Anglo American expects to see a 40 percent productivity improvement due to technology between now and 2020, on top of a 40 percent boost it has already achieved over the last three years.
"Since we started thinking about our business in a very different way, our productivity is up by around 40 percent since 2013," Anglo American CEO Mark Cutifani told the annual Mining Indaba conference in Cape Town.
"I would expect to see the same level of improvement from where we are today to be delivered through our current programmes by 2020."
Anglo was focused on the smart use of data and "integrated systems thinking" to cut maintenance spending and reduce safety risks.
"We are using advanced analytics to interrogate existing data and to estimate the probability of component failure in some of our most important mining equipment," he said.

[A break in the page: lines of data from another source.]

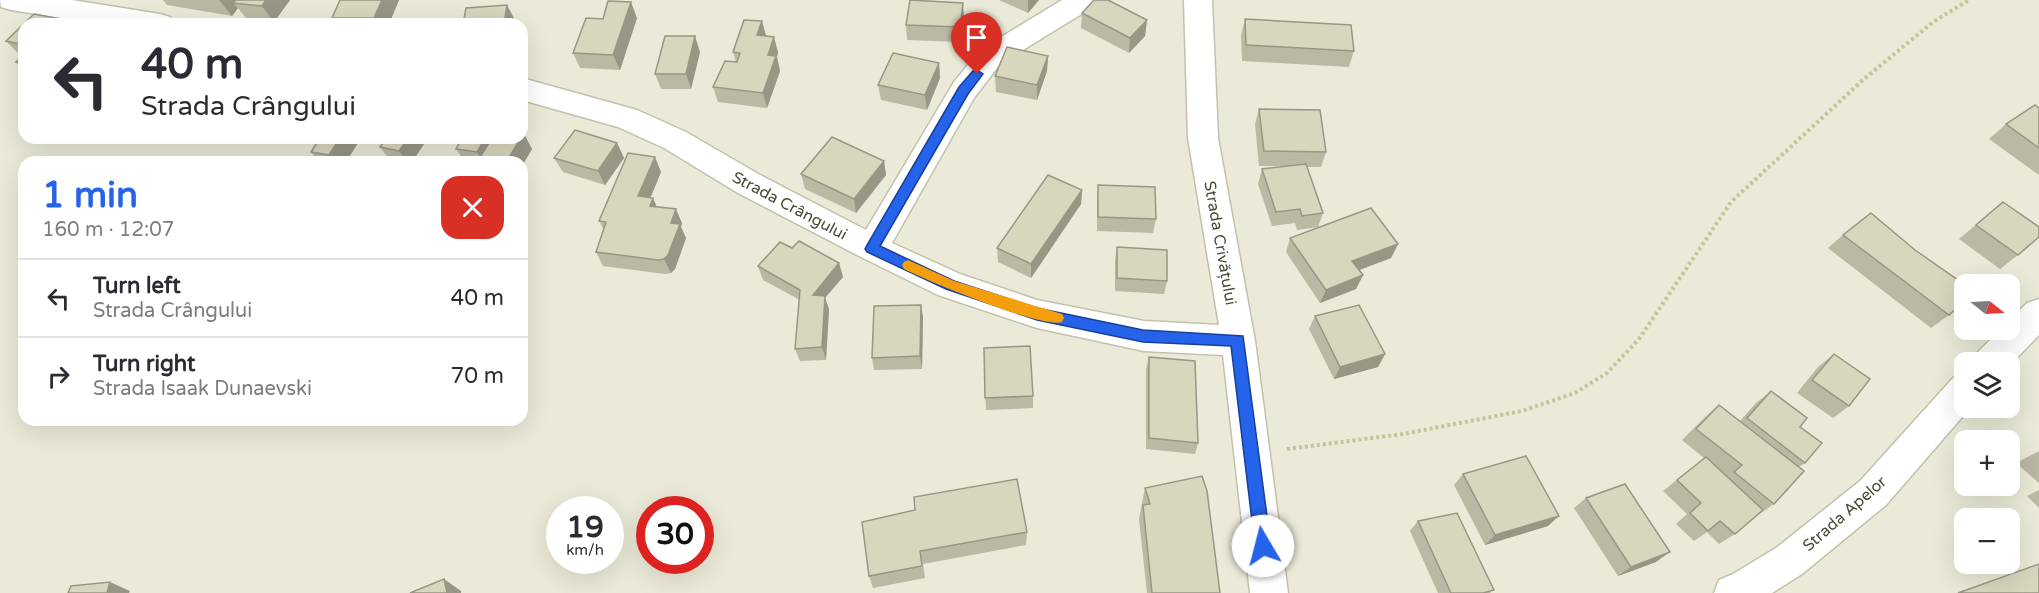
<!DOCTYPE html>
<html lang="en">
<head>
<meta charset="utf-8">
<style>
  :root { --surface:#fff; --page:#f7f7f7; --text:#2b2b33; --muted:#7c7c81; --line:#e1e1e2; --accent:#2563eb }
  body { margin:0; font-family:"Varela Round",sans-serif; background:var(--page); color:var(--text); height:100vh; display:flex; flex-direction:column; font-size:22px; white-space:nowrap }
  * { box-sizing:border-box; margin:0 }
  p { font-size:20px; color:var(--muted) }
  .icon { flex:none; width:33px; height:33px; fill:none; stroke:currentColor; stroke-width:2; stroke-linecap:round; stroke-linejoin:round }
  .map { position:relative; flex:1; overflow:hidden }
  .panel { position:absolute; left:18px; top:156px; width:510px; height:270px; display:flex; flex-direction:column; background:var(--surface); border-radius:18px; box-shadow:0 6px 24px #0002 }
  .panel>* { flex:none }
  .hud { position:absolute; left:18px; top:18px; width:510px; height:126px; border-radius:18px; box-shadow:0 6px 24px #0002; background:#fff; color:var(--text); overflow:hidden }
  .needle { width:39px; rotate:108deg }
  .buttons { position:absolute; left:1954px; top:274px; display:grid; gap:12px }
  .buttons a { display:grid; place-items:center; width:66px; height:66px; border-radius:12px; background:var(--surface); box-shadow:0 6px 24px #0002; font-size:30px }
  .speed { position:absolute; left:546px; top:496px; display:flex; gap:12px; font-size:30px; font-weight:700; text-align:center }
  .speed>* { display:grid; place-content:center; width:78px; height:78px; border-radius:50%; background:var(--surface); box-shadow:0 6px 24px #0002; line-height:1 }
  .speed small { font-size:15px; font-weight:400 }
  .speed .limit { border:9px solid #d22; background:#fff; color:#111 }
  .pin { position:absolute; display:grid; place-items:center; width:51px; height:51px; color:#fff; margin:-62px -26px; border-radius:50% 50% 50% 0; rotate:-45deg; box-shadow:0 0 6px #0007 }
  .pin .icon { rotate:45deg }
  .me { position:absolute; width:66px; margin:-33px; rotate:352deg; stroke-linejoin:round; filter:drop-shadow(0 0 4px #0008) }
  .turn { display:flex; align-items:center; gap:21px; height:126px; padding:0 24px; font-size:27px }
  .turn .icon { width:78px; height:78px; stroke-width:2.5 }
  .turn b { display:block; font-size:42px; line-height:51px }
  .round { display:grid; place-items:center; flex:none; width:63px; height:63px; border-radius:18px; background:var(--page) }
  .head { display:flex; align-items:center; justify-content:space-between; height:102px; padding:0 24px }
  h1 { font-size:36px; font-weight:700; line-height:45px; color:var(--accent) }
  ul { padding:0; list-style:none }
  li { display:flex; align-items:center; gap:18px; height:78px; padding:0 24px; border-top:2px solid var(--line) }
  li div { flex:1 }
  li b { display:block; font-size:22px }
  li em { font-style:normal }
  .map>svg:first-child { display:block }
  .residential { fill:#ebead8; fill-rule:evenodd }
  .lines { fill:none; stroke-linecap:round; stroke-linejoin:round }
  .street-casing { stroke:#c3c1ab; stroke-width:3 }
  .path { stroke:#c6c39b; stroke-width:4; stroke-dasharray:3 3; stroke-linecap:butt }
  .street { fill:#fff; fill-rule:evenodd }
  .wall { fill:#bbb8a3 }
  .shaded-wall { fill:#989685 }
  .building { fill:#d9d6be; stroke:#989685; stroke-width:1.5 }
  .route { fill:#2563eb; stroke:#184099; stroke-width:1.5 }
  .slow { fill:#f59e0b }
  .labels { text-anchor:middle; stroke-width:6; stroke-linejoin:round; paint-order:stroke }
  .street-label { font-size:16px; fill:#4b4937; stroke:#fff }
</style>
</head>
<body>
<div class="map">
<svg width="2039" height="593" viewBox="0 0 2039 593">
  <rect width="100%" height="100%" fill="#f6f6ea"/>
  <path class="residential" d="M0 0H2039V593H0ZM24 24H522V138H24ZM24 162H522V420H24ZM1965 285H2010V330H1965ZM1965 363H2010V408H1965ZM1965 441H2010V486H1965ZM560 510H610V561H560ZM650 510H700V561H650ZM1965 519H2010V564H1965Z"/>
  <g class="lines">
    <g class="street-casing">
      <g id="street">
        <path d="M0 0H72L160 14 170 17 174 24H98L11 10 1 7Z"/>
        <path d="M1062 0H1097L1093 7 1000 64 974 98 892 243 960 274 1037 300 1144 321 1219 325 1188 138 1184 0H1212L1218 138 1255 341 1288 593H1250L1223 355 1144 351 1037 328 938 295 861 257 738 193 664 148 618 127 522 100V78L637 110 686 132 760 175 866 230 954 82 980 50Z"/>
        <path d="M2039 299V335L2010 365V363H1973L1978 352 2000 330H2010V320L2027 303Z"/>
        <path d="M1965 374V408H1970L1886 505 1802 574 1772 593H1714L1719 580 1733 574 1776 548 1860 481 1953 378Z"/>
      </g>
    </g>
    <path class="path" d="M1287 449 1403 434 1522 411 1575 393 1607 373 1639 339 1731 202 1863 80 1933 22 1969 0"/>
    <use href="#street" class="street"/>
  </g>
  <g class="wall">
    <path d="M163 0H290L274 22 246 18 238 8 232 16 167 5Z"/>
    <path d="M340 0H399L389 24H337L332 18Z"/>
    <path d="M999 0H1039L1028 13Z"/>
    <path d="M1082 13 1147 20 1145 36 1129 53 1081 28Z"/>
    <path d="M637 18 620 70 580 68 573 53Z"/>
    <path d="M964 18 961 42 907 40 906 25Z"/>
    <path d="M1245 19 1354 51 1349 67 1242 61 1241 35Z"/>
    <path d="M762 21 766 36 778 52 777 57 780 71 767 108 718 102 713 87 736 62 733 52Z"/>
    <path d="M24 24V70L16 62 21 56 6 41Z"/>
    <path d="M700 52 691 89H661L655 74Z"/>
    <path d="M1048 56 1047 71 1037 100 996 92 995 76Z"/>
    <path d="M939 63 940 78 927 110 881 100 878 85Z"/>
    <path d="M2039 108V175L1989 139 2006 124Z"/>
    <path d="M1259 109 1326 152 1321 167H1307L1323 213 1318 227 1297 230 1295 223 1272 226 1258 184 1262 169 1289 166H1259L1255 124Z"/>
    <path d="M524 134 532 149 522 166V162H465L456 149Z"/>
    <path d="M320 138H361L346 162H319L311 152Z"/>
    <path d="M386 138H428L412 162H391L380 147Z"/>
    <path d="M617 143 624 158 605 185 563 172 554 158Z"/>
    <path d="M884 161 886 175 856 213 805 189 801 174Z"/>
    <path d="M661 172 650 198H653L657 207 682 223 681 227 686 238 675 269 671 273 665 274 603 266 596 252 604 230 599 221Z"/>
    <path d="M1098 185 1156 219 1153 233 1097 231V200Z"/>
    <path d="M1082 190 1081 204 1031 278 998 262 997 248Z"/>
    <path d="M2003 202 2018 255 2000 269 1959 239Z"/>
    <path d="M1843 235 1949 315 1931 328 1828 248Z"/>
    <path d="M1290 238 1398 244 1391 258 1359 270 1363 275 1356 289 1320 303 1286 252Z"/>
    <path d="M1117 247 1167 281 1164 294 1115 291V261Z"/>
    <path d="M792 248 839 263 843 277 825 298 829 309 826 360 800 361 795 349 800 300 763 280 758 266Z"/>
    <path d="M921 305 923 318 922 369 874 370 872 358Z"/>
    <path d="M1315 316 1385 354 1378 367 1334 379 1309 329Z"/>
    <path d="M984 348 1033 396V408L986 410Z"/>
    <path d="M1834 354 1849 406 1833 418 1797 393 1818 367Z"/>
    <path d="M1149 357 1198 443 1195 454 1146 449V369Z"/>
    <path d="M1771 391 1800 427 1805 463 1799 467 1774 504 1758 515 1735 534 1719 544 1707 532 1694 541 1676 524 1687 514 1663 491 1704 458 1682 440 1705 417 1719 405 1740 421 1756 403Z"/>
    <path d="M2039 451V483L2016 463Z"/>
    <path d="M1463 474 1548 526 1485 545 1454 485Z"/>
    <path d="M1145 488 1220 593H1147L1139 519Z"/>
    <path d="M2039 490V508L2027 496Z"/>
    <path d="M1586 498 1656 562 1618 576 1574 508Z"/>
    <path d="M1418 521 1491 593H1438L1410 531Z"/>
    <path d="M862 522 1027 532 1026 545 923 564 925 578 873 588 869 576Z"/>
  </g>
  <g class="shaded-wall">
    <path d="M219 0H244L233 3 238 8 232 16Z"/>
    <path d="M266 0H290L274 22 262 6Z"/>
    <path d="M382 0H399L389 24H378L374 18Z"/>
    <path d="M1028 0H1039L1028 13Z"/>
    <path d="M631 2 637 18 620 70 613 55Z"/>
    <path d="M963 3 964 18 961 42 960 27Z"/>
    <path d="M507 5 515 20V24H504Z"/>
    <path d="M1147 20 1145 36 1129 53 1130 38Z"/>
    <path d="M762 21 766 36 757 35Z"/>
    <path d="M695 36 700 52 691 89 686 74Z"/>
    <path d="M774 37 778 52 777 57 780 71 767 108 763 93 768 55Z"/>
    <path d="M1048 56 1047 71 1037 100V85Z"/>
    <path d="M939 63 940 78 927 110 925 95Z"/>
    <path d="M524 134 532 149 522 166V162H506Z"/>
    <path d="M340 138H361L346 162H335L329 155Z"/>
    <path d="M408 138H428L412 162H407L399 151Z"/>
    <path d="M485 138H503L483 162 477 152Z"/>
    <path d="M617 143 624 158 605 185 598 171Z"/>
    <path d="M655 157 661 172 645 211 638 196Z"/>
    <path d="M884 161 886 175 856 213 854 199Z"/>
    <path d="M1082 190 1081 204 1031 278V264Z"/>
    <path d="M653 198 659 213 650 206Z"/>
    <path d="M676 209 682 223 681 227 686 238 675 269 671 273 664 259 671 223Z"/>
    <path d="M1398 244 1391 258 1346 275 1352 261Z"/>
    <path d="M839 263 843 277 825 298 829 309 826 360 822 347 813 295Z"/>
    <path d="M1363 275 1356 289 1320 303 1326 290Z"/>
    <path d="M921 305 923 318 922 369 920 356Z"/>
    <path d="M1385 354 1378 367 1334 379 1340 367Z"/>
    <path d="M1559 516 1548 526 1485 545 1495 535Z"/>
    <path d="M1670 552 1656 562 1618 576 1631 567Z"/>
    <path d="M444 579 461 591V593H447Z"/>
    <path d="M110 582 130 591 129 593H107Z"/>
  </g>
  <g class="building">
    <path d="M236 0H266L262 6 233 3Z"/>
    <path d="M340 0H382L374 18H332Z"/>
    <path d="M910 0 963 3 960 27 906 25Z"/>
    <path d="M1094 0H1108L1147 20 1130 38 1082 13Z"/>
    <path d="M608 1 631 2 613 55 573 53 586 18 603 19Z"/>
    <path d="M507 5 504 24H463L466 8Z"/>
    <path d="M34 14 77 22 75 24H24V45L6 41Z"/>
    <path d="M1245 19 1351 25 1354 51 1246 45Z"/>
    <path d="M744 20 762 21 757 35 774 37 768 55 776 56 763 93 713 87 725 61 737 62 740 53 733 52Z"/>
    <path d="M665 36H695L686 74H655Z"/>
    <path d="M1007 47 1048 56 1037 85 995 76Z"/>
    <path d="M893 53 939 63 925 95 878 85Z"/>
    <path d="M24 54V64L16 62Z"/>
    <path d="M2035 105 2039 108V148L2006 124Z"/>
    <path d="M1259 109 1320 110 1326 152 1264 151Z"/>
    <path d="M575 130 617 143 598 171 554 158Z"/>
    <path d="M832 137 884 161 854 199 801 174Z"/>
    <path d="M320 138H340L329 155 311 152Z"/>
    <path d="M386 138H408L399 151 380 147Z"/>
    <path d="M462 138H485L477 152 456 149Z"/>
    <path d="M492 138H521L506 162H477Z"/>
    <path d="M628 153 655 157 638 196 653 198 650 206 676 209 671 223 680 224 668 255 664 259 658 260 596 252 606 222 599 221Z"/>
    <path d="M1306 164 1323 213 1302 216 1300 209 1276 212 1262 169Z"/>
    <path d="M1048 175 1082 190 1031 264 997 248Z"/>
    <path d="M1098 185 1155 187 1156 219 1098 217Z"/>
    <path d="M2003 202 2039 227V237L2018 255 1976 225Z"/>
    <path d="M1371 208 1398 244 1352 261 1363 275 1326 290 1290 238Z"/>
    <path d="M1871 213 1915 250 1965 285V301L1949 315 1843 235Z"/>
    <path d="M799 241 839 263 813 295 825 296 822 347 795 349 800 290 758 266 780 242 792 248Z"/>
    <path d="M1117 247 1167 250V281L1117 278Z"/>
    <path d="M921 305 920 356 872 358 874 306Z"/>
    <path d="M1359 305 1385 354 1340 367 1315 316Z"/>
    <path d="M1030 346 1033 396 985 398 984 348Z"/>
    <path d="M1834 354 1870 379 1849 406 1812 380Z"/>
    <path d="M1149 357 1195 361 1198 443 1149 438Z"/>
    <path d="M1771 391 1807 418 1800 427 1822 443 1805 463 1747 418Z"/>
    <path d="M1719 405 1804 471 1774 504 1734 472 1742 465 1696 429Z"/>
    <path d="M1526 456 1559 516 1495 535 1463 474Z"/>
    <path d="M1706 457 1763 510 1735 534 1720 521 1708 531 1690 513 1701 503 1677 480Z"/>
    <path d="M1202 476 1207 491 1220 593H1152L1143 505 1150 504 1145 488Z"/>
    <path d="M1017 479 1027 532 920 551 922 566 869 576 862 522 915 510 914 497Z"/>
    <path d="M1625 484 1670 552 1631 567 1586 498Z"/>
    <path d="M1457 513 1494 590 1483 593H1451L1418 521Z"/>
    <path d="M2039 564V593H1958Z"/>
    <path d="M444 579 447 593H410Z"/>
    <path d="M110 582 107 593H68L71 586Z"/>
  </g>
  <path class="route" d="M977 70 983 74 968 94 880 246 954 281 1037 308 1143 330 1243 336 1271 546 1268 551 1263 553 1258 551 1255 546 1231 346 1143 342 1037 320 946 289 867 252 865 249 867 245 959 87 973 71Z"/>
  <path class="slow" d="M908 260 954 281 1062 314 1064 318 1062 322C1042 329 928 281 904 269L902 265 904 262Z"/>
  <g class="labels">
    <g class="street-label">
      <text transform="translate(790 205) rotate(28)" y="6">Strada Crângului</text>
      <text transform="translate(1221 243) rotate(80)" y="6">Strada Crivățului</text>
      <text transform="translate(1844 513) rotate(-41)" y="6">Strada Apelor</text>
    </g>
  </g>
</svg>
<div class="buttons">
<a><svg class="needle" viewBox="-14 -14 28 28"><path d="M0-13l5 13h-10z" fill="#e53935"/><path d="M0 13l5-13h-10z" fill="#7c7c81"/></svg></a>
<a><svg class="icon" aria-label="layers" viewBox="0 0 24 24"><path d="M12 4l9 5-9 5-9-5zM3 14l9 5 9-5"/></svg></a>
<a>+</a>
<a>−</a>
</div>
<div class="speed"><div>19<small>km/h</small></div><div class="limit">30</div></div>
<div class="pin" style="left:977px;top:74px;background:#d93025"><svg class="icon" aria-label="arrive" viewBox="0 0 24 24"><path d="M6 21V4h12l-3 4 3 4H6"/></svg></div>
<svg class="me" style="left:1263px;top:546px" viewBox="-20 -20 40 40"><circle r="19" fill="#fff"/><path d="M0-13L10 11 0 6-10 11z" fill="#2563eb"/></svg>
<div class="hud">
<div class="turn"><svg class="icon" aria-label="left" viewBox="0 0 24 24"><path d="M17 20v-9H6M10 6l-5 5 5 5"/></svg><div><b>40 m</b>Strada Crângului</div></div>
</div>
<section class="panel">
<div class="head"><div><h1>1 min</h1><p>160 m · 12:07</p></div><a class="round" style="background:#d93025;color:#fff"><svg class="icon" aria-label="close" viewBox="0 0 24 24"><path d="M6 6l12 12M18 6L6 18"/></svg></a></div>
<ul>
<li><svg class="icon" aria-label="left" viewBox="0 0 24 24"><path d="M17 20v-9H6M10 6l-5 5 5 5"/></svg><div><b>Turn left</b><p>Strada Crângului</p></div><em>40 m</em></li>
<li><svg class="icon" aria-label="right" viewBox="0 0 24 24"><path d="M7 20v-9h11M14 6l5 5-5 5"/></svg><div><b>Turn right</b><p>Strada Isaak Dunaevski</p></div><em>70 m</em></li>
</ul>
</section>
</div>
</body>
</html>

Anglo American operates coal mines in both Queensland and NSW.
Miners have been focused on cutting costs and boosting productivity in recent years as metals prices slumped, hitting multi-year lows early last year and squeezing profits.
Anglo reported a sharp production fall at its Los Bronces copper mine in Chile at the end of last year offsetting an overall increase in mineral output across its mines.

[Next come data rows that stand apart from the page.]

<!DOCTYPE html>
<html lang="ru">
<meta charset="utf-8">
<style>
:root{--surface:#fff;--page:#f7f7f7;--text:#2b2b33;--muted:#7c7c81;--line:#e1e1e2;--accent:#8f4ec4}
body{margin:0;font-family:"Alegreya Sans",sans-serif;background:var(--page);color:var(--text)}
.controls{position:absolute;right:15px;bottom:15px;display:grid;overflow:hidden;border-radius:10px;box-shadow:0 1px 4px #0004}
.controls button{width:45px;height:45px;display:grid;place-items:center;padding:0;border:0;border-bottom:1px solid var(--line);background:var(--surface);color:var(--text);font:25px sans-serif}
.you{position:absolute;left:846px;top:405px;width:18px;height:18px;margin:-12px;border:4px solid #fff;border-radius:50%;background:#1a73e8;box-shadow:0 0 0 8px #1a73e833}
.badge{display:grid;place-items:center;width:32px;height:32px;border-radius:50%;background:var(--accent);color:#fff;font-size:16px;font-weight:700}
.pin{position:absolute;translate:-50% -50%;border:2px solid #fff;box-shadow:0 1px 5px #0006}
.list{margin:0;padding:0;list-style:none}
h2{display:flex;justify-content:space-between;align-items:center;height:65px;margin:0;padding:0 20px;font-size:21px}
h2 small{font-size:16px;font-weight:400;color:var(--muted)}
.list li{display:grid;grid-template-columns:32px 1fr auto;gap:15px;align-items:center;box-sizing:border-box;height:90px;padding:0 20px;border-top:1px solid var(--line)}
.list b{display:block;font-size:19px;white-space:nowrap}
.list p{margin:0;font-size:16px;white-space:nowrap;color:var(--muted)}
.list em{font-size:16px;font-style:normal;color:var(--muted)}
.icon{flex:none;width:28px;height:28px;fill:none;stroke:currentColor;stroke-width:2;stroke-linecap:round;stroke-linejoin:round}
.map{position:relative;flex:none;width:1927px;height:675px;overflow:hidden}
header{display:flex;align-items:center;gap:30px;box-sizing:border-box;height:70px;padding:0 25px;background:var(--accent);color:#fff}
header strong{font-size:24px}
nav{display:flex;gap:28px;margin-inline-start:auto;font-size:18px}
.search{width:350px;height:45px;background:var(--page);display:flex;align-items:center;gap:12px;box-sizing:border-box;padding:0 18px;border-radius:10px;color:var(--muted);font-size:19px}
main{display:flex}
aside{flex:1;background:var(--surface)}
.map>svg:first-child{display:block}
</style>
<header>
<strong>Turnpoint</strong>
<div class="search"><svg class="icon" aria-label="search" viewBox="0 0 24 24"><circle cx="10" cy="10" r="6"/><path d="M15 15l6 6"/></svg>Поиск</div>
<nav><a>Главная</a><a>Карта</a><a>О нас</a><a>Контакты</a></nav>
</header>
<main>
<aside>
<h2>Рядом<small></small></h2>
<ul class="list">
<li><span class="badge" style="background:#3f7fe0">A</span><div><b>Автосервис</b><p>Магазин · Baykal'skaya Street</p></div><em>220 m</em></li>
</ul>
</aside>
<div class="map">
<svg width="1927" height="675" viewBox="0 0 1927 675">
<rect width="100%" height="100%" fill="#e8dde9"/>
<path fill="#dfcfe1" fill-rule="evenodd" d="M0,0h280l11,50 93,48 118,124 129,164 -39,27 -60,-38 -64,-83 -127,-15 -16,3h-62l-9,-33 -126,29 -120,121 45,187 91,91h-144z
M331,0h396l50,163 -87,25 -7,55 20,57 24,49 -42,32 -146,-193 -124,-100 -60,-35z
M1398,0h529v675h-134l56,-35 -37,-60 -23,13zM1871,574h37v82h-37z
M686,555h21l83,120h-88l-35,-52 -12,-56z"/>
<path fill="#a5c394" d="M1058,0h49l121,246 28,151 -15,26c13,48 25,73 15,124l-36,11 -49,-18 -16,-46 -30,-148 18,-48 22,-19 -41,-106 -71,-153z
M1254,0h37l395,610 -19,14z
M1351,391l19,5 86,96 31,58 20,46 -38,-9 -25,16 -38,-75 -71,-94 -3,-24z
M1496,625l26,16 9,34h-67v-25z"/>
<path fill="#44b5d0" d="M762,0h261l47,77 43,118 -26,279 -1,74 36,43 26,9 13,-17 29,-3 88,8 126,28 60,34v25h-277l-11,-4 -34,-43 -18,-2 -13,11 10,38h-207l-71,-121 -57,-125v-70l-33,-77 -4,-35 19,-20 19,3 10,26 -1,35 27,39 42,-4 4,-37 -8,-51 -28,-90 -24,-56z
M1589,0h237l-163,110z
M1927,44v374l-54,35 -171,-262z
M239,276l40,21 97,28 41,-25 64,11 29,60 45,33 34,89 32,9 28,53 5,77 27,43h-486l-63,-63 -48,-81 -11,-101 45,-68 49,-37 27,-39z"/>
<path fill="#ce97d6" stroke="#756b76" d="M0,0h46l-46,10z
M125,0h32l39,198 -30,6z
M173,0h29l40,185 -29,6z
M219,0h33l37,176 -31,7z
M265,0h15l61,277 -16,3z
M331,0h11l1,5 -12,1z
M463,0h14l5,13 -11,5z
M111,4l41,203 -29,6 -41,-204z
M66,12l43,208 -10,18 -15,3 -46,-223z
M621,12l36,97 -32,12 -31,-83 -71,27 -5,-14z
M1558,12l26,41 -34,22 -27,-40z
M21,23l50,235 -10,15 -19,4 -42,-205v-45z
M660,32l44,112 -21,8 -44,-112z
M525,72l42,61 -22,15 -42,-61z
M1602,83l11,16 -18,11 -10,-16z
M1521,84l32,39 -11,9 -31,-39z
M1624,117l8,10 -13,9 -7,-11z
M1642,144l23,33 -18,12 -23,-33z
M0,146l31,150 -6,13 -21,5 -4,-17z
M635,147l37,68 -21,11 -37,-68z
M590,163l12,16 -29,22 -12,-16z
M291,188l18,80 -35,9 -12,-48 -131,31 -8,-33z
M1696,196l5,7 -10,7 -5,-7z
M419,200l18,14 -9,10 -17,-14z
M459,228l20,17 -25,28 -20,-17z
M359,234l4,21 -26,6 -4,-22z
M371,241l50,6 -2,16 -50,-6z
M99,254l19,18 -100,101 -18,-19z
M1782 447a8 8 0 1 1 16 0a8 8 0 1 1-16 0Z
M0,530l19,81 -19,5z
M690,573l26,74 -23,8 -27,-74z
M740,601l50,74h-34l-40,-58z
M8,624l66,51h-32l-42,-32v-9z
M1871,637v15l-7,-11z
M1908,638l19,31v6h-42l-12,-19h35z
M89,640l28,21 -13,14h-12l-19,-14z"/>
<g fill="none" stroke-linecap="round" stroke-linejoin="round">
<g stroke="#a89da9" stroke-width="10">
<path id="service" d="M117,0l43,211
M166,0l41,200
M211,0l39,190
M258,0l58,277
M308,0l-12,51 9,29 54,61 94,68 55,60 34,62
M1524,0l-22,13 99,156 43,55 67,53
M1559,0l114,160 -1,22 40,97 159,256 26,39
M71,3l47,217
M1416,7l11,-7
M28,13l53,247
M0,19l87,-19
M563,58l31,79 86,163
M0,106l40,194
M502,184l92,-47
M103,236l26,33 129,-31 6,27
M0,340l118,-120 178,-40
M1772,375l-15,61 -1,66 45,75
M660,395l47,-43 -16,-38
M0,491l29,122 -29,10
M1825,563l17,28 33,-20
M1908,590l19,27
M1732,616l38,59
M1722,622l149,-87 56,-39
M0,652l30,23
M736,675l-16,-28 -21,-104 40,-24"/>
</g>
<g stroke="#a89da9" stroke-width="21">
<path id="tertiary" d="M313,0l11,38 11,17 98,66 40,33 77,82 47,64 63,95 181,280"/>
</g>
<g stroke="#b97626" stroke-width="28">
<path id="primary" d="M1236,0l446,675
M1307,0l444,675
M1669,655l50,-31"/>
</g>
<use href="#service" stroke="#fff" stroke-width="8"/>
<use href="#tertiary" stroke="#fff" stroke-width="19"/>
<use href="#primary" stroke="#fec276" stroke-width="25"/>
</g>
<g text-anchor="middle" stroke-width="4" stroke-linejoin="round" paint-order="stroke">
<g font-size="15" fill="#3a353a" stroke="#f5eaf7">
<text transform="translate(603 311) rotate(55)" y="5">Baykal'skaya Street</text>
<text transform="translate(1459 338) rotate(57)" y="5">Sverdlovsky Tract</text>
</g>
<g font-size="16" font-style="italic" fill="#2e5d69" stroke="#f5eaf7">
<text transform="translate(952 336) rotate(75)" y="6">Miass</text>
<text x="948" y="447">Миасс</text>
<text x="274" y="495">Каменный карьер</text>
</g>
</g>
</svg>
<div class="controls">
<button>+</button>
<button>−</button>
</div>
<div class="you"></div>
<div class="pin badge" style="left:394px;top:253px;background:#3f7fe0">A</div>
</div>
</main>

The global mining sector recovered strongly last year as metals prices rebounded, led by Anglo American, the top performer in the FTSE 100 index as the company's shares recovered from a big sell-off in 2015.
Although the worst period for the mining sector may have passed, tough and uncertain times continue to lie ahead, Cutifani said.
"That is why resilience is so important," he said. "We have to be leaner, we have to be hungry and we have to keep evolving quicker than our competitors."